■ GIVEN DATA ■

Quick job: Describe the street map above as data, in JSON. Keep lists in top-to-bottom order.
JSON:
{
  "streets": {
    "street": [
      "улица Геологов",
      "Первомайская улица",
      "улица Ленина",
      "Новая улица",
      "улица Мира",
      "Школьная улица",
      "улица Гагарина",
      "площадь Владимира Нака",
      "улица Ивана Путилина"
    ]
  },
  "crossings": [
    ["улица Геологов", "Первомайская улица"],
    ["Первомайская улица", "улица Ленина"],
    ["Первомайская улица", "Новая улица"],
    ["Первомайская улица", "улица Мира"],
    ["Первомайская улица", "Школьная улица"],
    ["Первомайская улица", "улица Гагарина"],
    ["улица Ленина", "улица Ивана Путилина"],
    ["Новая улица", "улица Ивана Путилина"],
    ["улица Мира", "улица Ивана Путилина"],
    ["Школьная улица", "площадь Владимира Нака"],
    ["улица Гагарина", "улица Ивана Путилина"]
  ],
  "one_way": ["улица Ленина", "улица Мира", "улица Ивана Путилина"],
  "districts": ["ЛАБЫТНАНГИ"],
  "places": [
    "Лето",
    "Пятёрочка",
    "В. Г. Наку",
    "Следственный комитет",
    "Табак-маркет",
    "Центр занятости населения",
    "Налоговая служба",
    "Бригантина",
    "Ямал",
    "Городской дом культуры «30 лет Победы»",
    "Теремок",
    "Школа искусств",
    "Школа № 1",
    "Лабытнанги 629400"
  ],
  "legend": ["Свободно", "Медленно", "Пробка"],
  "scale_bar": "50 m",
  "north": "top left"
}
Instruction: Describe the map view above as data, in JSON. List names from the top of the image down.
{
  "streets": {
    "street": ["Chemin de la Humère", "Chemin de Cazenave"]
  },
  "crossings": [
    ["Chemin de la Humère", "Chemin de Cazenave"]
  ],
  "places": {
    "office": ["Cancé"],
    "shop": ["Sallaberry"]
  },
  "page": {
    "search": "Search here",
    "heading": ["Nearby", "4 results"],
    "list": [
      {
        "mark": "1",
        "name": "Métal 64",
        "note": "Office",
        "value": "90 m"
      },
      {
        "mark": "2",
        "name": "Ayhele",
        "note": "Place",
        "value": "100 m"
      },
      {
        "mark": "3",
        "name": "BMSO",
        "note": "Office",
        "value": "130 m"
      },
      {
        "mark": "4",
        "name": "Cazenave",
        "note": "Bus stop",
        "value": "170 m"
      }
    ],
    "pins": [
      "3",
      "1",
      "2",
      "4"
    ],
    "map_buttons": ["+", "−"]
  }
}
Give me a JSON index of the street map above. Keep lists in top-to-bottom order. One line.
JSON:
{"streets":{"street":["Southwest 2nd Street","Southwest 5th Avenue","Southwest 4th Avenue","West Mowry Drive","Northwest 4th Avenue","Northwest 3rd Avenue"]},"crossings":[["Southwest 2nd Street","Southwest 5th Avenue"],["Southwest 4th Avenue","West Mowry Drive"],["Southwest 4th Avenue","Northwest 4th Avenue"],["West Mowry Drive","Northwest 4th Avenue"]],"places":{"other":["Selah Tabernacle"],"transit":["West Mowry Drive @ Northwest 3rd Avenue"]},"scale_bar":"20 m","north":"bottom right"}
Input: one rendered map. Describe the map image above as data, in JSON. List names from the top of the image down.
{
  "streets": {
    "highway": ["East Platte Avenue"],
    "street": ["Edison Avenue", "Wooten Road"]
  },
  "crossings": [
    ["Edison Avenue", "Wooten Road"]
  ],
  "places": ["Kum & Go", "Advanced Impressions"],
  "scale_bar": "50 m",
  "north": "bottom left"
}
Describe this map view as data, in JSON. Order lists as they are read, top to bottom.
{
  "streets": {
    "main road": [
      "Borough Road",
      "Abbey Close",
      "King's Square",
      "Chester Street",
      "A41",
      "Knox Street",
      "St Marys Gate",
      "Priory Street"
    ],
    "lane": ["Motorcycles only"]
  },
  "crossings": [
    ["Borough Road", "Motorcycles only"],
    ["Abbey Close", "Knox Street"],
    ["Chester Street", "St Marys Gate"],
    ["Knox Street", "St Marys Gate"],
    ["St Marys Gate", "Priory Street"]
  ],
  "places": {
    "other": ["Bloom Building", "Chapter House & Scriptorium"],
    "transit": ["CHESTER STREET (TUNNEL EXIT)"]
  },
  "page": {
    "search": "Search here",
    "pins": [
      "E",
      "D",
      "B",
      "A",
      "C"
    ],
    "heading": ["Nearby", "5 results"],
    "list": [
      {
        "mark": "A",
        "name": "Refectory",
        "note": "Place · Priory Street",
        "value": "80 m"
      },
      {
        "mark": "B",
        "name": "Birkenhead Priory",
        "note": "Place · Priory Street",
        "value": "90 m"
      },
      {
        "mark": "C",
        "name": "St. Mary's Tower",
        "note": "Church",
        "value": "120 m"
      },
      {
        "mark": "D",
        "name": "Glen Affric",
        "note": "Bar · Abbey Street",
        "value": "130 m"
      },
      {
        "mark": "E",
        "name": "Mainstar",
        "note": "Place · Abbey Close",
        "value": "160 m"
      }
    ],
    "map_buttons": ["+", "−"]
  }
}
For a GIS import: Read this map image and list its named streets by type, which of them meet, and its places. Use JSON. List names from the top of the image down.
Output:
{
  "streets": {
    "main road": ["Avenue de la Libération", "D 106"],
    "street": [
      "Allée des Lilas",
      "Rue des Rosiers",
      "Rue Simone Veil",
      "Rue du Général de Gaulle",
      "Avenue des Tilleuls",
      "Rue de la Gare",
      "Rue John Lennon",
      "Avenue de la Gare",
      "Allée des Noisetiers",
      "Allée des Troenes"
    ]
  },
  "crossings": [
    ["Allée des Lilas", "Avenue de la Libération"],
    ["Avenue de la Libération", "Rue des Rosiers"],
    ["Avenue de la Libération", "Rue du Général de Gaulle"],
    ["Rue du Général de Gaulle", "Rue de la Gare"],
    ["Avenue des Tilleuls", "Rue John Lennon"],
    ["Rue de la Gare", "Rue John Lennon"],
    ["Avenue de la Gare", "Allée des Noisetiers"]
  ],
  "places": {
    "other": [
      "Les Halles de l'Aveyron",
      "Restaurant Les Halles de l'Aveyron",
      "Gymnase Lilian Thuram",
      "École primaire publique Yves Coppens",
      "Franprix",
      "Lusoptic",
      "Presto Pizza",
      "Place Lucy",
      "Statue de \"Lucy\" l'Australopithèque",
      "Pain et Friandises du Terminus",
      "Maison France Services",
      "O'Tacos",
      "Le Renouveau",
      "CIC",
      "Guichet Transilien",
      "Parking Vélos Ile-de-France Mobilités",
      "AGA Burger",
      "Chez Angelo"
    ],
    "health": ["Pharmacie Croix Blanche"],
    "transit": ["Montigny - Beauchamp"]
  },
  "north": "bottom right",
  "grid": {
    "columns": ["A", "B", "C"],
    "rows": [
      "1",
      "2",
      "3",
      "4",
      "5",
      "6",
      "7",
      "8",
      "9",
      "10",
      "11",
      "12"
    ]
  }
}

■ EXERCISE GOAL ■
Lines containing the word "view" must be found in the data above and copied.

■ FINAL ANSWER ■
Instruction: Describe the map view above as data, in JSON. List names from the top of the image down.
Describe this map view as data, in JSON. Order lists as they are read, top to bottom.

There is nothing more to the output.